The controversy surrounding Joe Rogan’s absence from the Golden Globes’ inaugural podcast category has taken an unexpected turn. While comedians Bill Maher and Bryan Callen publicly criticized what they perceived as a deliberate snub by the awards show, Rogan himself has revealed that he was never excluded at all. He simply chose not to participate.
Speaking on his show in a recent episode, Rogan explained his decision with characteristic bluntness. “They asked me to submit to be nominated for the Golden Globes and you had to pay $500,” he said. “And the $500 is like for paperwork or whatever. I said, ‘No.'”
The podcast host’s reasoning went beyond the submission fee itself. For Rogan, the entire premise of the awards category seemed fundamentally absurd given his podcast’s undisputed dominance in the space.
“You’re just a group of people that just decide, all of a sudden, that you’re going to give an award out,” he continued. “You can’t tell me I didn’t win. I’ve been number one for six years in a row. All of a sudden, you’re going to have a contest in front of all these people wearing tuxedos and you’re going to say now I’m not number one?”
His conclusion was emphatic: “I don’t care that I’m number one, but I am, in fact, number one.”
Before Rogan’s clarification, several prominent figures had assumed his absence represented something more sinister.
During a recent episode of his Club Random podcast, Bill Maher expressed visible frustration when discussing the new category with comedians David Spade and Dana Carvey.
“It was glaring that Joe Rogan was not nominated for best,” Maher said. “I mean, it is kind of popular and it is known.
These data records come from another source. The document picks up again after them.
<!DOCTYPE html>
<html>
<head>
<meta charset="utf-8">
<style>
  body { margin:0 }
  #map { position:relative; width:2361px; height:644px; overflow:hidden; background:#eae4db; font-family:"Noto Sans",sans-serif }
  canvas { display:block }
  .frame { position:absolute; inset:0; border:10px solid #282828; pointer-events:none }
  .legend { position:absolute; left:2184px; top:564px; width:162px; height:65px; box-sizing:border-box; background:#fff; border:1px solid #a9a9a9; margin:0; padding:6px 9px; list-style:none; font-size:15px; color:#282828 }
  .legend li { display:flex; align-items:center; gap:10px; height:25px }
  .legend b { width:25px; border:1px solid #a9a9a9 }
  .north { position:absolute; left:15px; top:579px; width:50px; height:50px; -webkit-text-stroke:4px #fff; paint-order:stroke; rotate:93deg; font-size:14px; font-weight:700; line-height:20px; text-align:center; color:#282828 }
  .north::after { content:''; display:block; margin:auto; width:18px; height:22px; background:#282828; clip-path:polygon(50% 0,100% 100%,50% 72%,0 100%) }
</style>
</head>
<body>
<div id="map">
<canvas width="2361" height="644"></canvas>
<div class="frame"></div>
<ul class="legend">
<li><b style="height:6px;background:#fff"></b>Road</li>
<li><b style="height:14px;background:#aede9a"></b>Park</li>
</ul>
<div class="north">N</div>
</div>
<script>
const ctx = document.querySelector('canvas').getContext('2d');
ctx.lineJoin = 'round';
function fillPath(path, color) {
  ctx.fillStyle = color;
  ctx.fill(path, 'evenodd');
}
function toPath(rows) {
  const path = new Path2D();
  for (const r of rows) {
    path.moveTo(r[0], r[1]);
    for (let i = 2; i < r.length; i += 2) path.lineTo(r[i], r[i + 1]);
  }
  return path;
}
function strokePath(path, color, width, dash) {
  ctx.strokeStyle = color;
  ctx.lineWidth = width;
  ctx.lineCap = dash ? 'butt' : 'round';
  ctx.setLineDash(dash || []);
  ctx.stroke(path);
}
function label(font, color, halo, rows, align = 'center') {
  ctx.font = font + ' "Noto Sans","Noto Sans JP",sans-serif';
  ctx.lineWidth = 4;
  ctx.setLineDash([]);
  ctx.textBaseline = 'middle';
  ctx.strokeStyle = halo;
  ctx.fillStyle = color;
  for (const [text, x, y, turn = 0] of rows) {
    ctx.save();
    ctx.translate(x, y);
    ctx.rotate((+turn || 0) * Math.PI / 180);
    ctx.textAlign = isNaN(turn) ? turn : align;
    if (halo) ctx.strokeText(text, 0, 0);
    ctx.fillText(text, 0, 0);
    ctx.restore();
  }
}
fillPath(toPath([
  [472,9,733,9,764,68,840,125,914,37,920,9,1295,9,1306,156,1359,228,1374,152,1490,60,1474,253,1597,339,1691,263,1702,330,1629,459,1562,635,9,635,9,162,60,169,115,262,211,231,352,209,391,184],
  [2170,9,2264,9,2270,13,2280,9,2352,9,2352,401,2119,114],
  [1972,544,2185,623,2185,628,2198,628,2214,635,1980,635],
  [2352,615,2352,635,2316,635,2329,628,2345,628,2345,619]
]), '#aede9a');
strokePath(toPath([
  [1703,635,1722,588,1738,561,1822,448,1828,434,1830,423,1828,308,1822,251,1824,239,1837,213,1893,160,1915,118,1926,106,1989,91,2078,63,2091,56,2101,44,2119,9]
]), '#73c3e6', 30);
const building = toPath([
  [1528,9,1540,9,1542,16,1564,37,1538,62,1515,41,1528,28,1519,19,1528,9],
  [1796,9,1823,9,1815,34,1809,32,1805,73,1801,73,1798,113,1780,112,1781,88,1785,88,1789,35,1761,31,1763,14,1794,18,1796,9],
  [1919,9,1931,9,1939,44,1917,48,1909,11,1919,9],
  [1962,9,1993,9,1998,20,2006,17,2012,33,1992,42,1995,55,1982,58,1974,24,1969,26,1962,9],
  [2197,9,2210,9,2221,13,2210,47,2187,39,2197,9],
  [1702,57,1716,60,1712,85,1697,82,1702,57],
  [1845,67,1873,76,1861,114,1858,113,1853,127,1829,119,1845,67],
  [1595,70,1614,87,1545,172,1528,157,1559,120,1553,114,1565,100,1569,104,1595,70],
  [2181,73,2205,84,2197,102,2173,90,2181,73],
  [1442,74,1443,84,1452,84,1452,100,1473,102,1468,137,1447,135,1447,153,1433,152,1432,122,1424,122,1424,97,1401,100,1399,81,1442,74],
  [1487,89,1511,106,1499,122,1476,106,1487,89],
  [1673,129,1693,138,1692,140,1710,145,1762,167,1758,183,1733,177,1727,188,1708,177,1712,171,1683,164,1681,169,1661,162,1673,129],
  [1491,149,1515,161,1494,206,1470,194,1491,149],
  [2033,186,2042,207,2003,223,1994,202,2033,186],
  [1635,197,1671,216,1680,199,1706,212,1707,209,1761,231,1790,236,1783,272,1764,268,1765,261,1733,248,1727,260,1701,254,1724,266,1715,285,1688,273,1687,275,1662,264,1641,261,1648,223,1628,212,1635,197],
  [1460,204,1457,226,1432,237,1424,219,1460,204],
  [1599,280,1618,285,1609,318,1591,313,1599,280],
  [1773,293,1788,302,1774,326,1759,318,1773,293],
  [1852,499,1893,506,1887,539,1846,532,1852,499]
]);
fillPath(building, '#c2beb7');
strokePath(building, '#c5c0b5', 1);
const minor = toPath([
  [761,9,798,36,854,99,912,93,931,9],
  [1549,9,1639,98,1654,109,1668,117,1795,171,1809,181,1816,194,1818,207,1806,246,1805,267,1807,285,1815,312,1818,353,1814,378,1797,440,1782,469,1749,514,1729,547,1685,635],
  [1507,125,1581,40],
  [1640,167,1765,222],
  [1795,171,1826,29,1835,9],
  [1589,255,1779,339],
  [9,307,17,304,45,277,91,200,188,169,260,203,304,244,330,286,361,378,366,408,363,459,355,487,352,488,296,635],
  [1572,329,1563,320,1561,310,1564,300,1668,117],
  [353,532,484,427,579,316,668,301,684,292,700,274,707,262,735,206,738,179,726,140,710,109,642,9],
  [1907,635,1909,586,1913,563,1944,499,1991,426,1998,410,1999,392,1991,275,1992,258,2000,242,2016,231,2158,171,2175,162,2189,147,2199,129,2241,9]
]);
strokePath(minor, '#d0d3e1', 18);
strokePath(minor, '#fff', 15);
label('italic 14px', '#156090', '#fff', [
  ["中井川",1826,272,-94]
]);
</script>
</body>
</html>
So you’re going to have an inaugural podcast category and you don’t?”
Maher, who describes himself as a “Bill Clinton liberal,” attributed what he thought was an intentional omission to ideological bias. “It just speaks to living in the blue sky bubble,” he said. “Get out of your bubble. I want to be one of you. I am one of you, but you’re just so hard to defend because you’re just such smug people.”
Meanwhile, Bryan Callen offered his own analysis during an appearance on the Overdogs Podcast with Mike Perry. When the conversation turned to Rogan’s absence from the nominees, Callen suggested institutional resistance to what Rogan represents. “Of course they wouldn’t,” Callen said about what he believed was a Golden Globes snub.
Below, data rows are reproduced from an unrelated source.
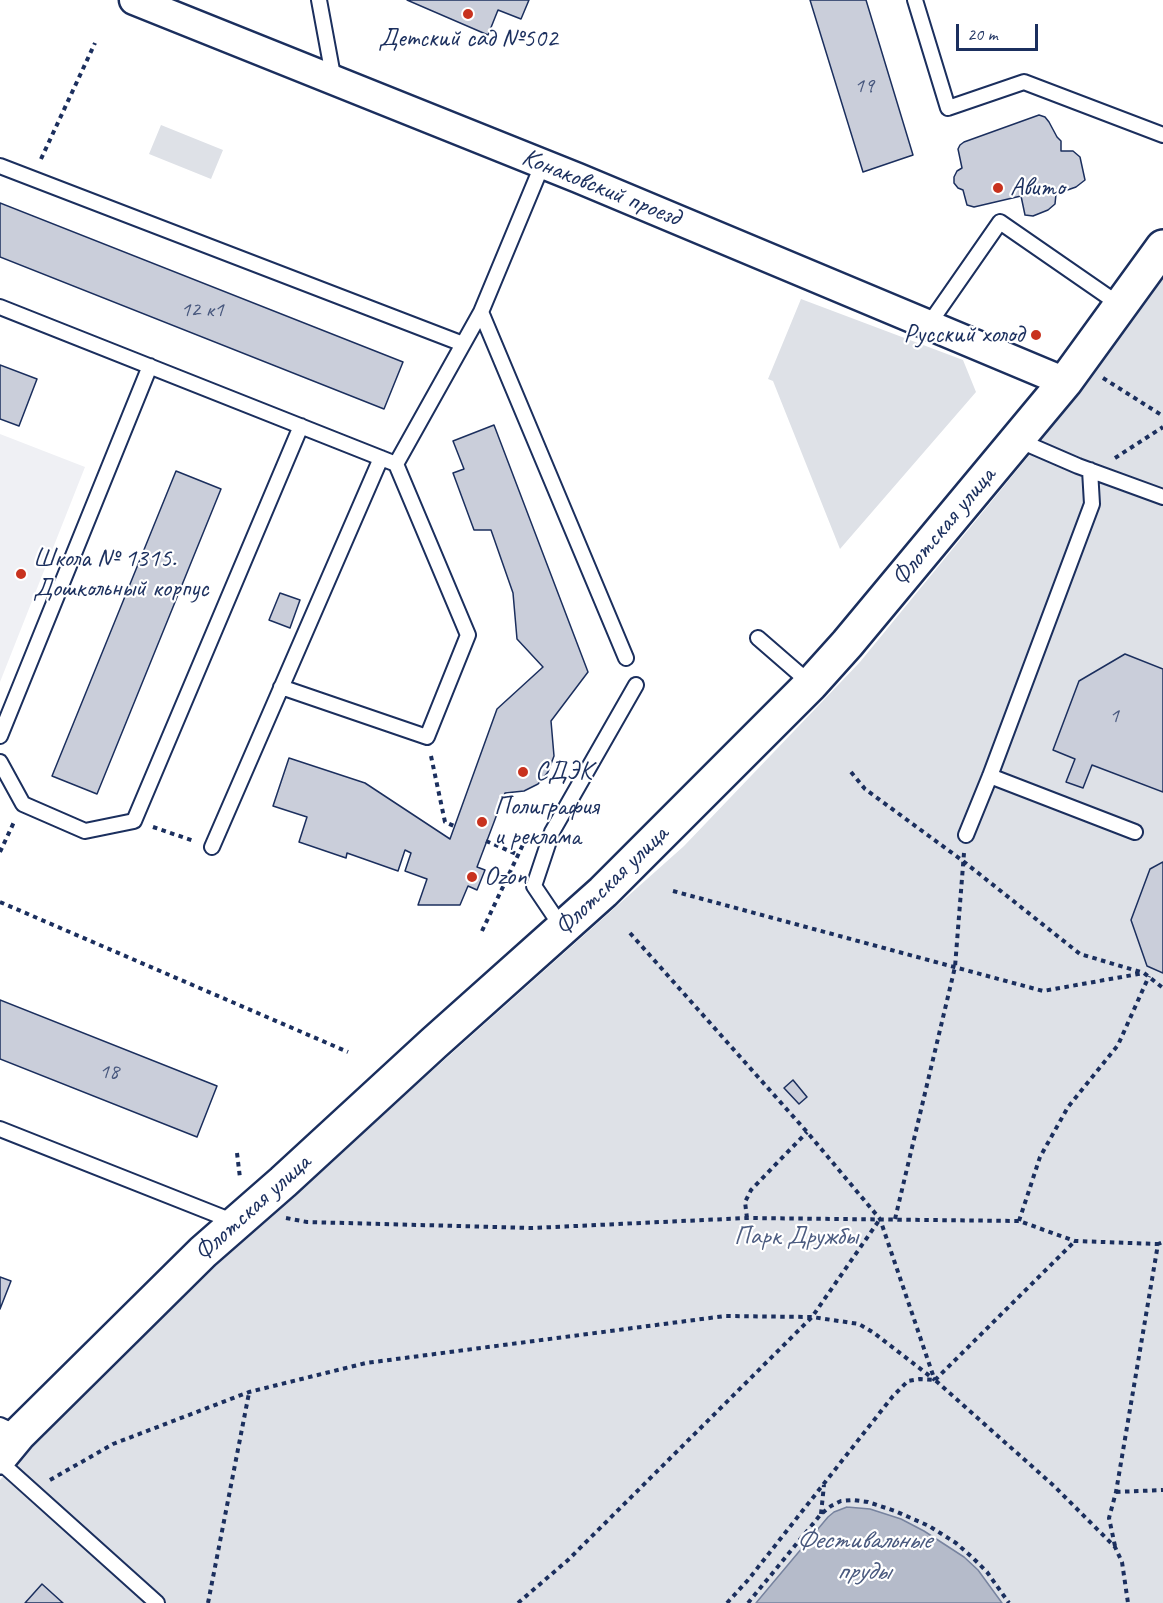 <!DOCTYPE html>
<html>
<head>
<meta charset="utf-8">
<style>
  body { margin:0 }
  #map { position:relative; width:1163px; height:1603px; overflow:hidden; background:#fff; font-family:Caveat,sans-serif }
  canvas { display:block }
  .scale { position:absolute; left:956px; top:24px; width:82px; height:27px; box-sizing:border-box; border:3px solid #1b2f5e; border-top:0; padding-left:8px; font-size:18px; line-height:21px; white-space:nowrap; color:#1b2f5e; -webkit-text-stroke:4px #fff; paint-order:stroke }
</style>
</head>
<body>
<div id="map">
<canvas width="1163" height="1603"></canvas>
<div class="scale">20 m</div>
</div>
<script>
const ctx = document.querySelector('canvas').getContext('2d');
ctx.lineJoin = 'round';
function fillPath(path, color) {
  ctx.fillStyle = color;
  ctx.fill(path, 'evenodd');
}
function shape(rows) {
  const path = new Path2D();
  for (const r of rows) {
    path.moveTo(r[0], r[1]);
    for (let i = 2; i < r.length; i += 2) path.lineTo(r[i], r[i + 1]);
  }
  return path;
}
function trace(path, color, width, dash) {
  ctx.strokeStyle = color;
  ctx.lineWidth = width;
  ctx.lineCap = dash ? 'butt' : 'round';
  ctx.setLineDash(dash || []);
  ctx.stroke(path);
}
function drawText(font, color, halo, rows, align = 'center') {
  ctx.font = font + ' Caveat,sans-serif';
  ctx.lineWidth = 4.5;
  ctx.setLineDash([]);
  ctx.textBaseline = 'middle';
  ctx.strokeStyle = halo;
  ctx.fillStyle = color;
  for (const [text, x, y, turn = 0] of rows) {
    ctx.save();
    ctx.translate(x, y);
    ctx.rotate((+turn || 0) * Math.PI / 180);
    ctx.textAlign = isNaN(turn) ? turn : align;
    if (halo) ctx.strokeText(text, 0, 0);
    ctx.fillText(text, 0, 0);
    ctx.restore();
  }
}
const built = shape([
  [0,434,85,467,0,682]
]);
const green = shape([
  [161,125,223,150,211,179,149,154],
  [1163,276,1163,1603,0,1603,0,1480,23,1453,245,1238,684,846,860,662,1081,392],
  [801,299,963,360,976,392,840,549,773,381,768,379]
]);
const water = shape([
  [847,1507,870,1509,901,1519,924,1531,964,1557,978,1570,1002,1603,756,1603,828,1517,834,1512,847,1507]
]);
const building = shape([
  [407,0,529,0,521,19,498,10,488,35,407,0],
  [810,0,866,0,913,155,863,172,810,0],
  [1039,115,1045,117,1049,122,1057,137,1061,141,1061,151,1073,151,1080,157,1085,180,1076,187,1056,194,1055,204,1048,210,1033,216,1025,215,1021,196,974,207,967,205,963,190,958,188,954,183,954,177,957,171,962,168,958,149,960,145,964,142,1039,115],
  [0,203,403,362,384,409,0,257,0,203],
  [0,365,37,379,19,426,0,419,0,365],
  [494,425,588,672,551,721,554,756,548,772,538,784,524,791,505,793,477,867,485,870,477,890,468,886,460,905,418,905,427,879,405,871,411,853,405,850,398,871,347,853,346,858,299,842,307,817,273,806,289,758,365,783,450,839,497,709,543,667,517,639,513,593,491,530,474,530,453,473,464,469,453,441,494,425],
  [176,471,221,489,97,794,52,776,176,471],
  [280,593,300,600,290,628,269,620,280,593],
  [1125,654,1163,669,1163,792,1092,765,1083,788,1066,782,1075,759,1053,750,1079,681,1125,654],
  [1163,862,1163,973,1147,966,1131,920,1150,869,1163,862],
  [0,1000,217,1086,197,1137,0,1059,0,1000],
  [793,1080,807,1097,799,1104,784,1088,793,1080],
  [0,1277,11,1281,0,1309,0,1277],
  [42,1584,63,1603,25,1603,42,1584]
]);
const path = shape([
  [41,159,95,43],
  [1103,378,1163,416],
  [1115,458,1163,427],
  [431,756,445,822,454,826],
  [851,772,865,789,963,861,1080,954,1144,973,1163,988],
  [153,827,194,841],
  [486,841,519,855],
  [0,852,14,822],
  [673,891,1043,991,1144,973],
  [0,902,348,1052],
  [482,931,528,834],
  [630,933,807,1132,880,1219,934,1378],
  [237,1153,240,1178],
  [286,1218,307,1222,533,1228,747,1218,1019,1221,1075,1241,1158,1244,1163,1246],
  [747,1218,745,1202,751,1190,807,1132],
  [895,1219,955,967,964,853],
  [1019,1221,1040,1157,1068,1107,1118,1045,1149,976],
  [935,1380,1075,1241],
  [50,1480,113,1444,249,1392,366,1363,725,1316,812,1317,859,1324,874,1333,935,1380],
  [1116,1492,1163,1490],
  [821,1514,824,1485],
  [1115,1546,1109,1518,1116,1492,1158,1244,1163,1242],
  [208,1603,249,1393],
  [518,1603,568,1560,812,1317,880,1219],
  [727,1603,748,1580,893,1396,908,1381,920,1379,935,1380,1054,1486,1115,1547,1122,1562,1128,1603],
  [748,1603,821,1514,831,1506,841,1501,853,1500,868,1502,895,1511,929,1526,956,1543,974,1559,987,1572,1009,1603]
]);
const service = shape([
  [319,0,334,81],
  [915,0,948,108,1024,82,1163,135],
  [0,166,463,344],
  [0,307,396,464],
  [481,312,626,658],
  [929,324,1000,222,1120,305],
  [1018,440,1078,466,1163,497],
  [758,638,811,684],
  [281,687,427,737,468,635,396,464,481,312,543,163],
  [0,736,150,366],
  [0,762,23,804,85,831,134,821,301,426],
  [990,776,1135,832],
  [966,835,990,776,1092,504,1090,470],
  [212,847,381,458],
  [563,929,534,886,552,832,636,685],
  [0,1129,235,1222],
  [0,1425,19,1434],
  [0,1462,157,1603]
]);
const minor = shape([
  [134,0,578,178,1065,382]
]);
const tertiary = shape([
  [0,1457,19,1434,203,1252,283,1182,434,1043,603,892,811,684,847,644,1065,382,1163,247]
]);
const markers = [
  [468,14,6,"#c8321e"],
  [998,188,6,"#c8321e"],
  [1036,335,6,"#c8321e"],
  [21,574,6,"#c8321e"],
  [523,772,6,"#c8321e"],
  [482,822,6,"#c8321e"],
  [472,877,6,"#c8321e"]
];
const numberNames = [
  ["19",864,86],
  ["12 к1",202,310],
  ["1",1114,716],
  ["18",109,1072]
];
const poiNames = [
  ["Детский сад №502",468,39,"center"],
  ["Авито",1010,188],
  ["Русский холод",1024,335,"right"],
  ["Школа № 1315.",33,559],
  ["Дошкольный корпус",33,589],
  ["СДЭК",535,772],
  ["Полиграфия",494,807],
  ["и реклама",494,837],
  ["Ozon",484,877]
];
const streetNames = [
  ["Конаковский проезд",601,188,22],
  ["Флотская улица",944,527,-50],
  ["Флотская улица",612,881,-44],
  ["Флотская улица",253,1208,-42]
];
const parkNames = [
  ["Парк Дружбы",796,1237]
];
const waterNames = [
  ["Фестивальные",863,1541],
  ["пруды",863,1572]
];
fillPath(built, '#eff0f4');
fillPath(green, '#dee1e7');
fillPath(water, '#b5bbca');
trace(water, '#77839f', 1.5);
fillPath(building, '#caceda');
trace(building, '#1b2f5e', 1.5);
trace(service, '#1b2f5e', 18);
trace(minor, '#1b2f5e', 33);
trace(tertiary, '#1b2f5e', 38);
trace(path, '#1b2f5e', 4, [4.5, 4.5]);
trace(service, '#fff', 14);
trace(minor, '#fff', 28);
trace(tertiary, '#fff', 33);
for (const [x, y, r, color] of markers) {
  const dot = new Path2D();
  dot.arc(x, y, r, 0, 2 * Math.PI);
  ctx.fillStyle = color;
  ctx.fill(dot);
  trace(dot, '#fff', 2);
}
drawText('22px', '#47577d', null, numberNames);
drawText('26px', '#1b2f5e', '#fff', poiNames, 'left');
drawText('26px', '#1b2f5e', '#fff', streetNames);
drawText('26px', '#4c5c80', '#fff', parkNames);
drawText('italic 27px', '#49597e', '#fff', waterNames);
</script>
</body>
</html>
Callen positioned Rogan as a transformative figure who fundamentally altered the media landscape. “Whether they know it or not, Rogan was the great disruptor on a number of counts,” he explained. “He was at the forefront of podcasting. So what did podcast do? Well, it took the old gatekeepers, the old guard of information, which was legacy media, and it made it essentially irrelevant in many ways. Nobody cares about the Golden Globes or the Oscars anymore. Movies have lost their cultural significance.”
According to Callen, Rogan’s appeal stems from his everyman approach to complex topics. “The dude was a regular guy. I’ve known him for 30 years. He was not an educated guy, but he was always curious. And what Rogan did was he explored his curiosity publicly,” Callen said. “All of a sudden you got welders in the north of England listening to a podcast about ancient Egypt or about campaign finance reform or about you know science of nutrition etc or about archaeology.”
This democratization of knowledge shattered traditional assumptions about what audiences wanted. “The great surprise was we’re all interested in the good and big ideas. Just because I didn’t go to Harvard doesn’t mean I don’t want to hear an expert on ancient Egypt talk about how we might have it wrong,” Callen noted.
For someone whose podcast has maintained top rankings for years without industry recognition, the $500 fee and associated paperwork apparently represented more hassle than any trophy could justify.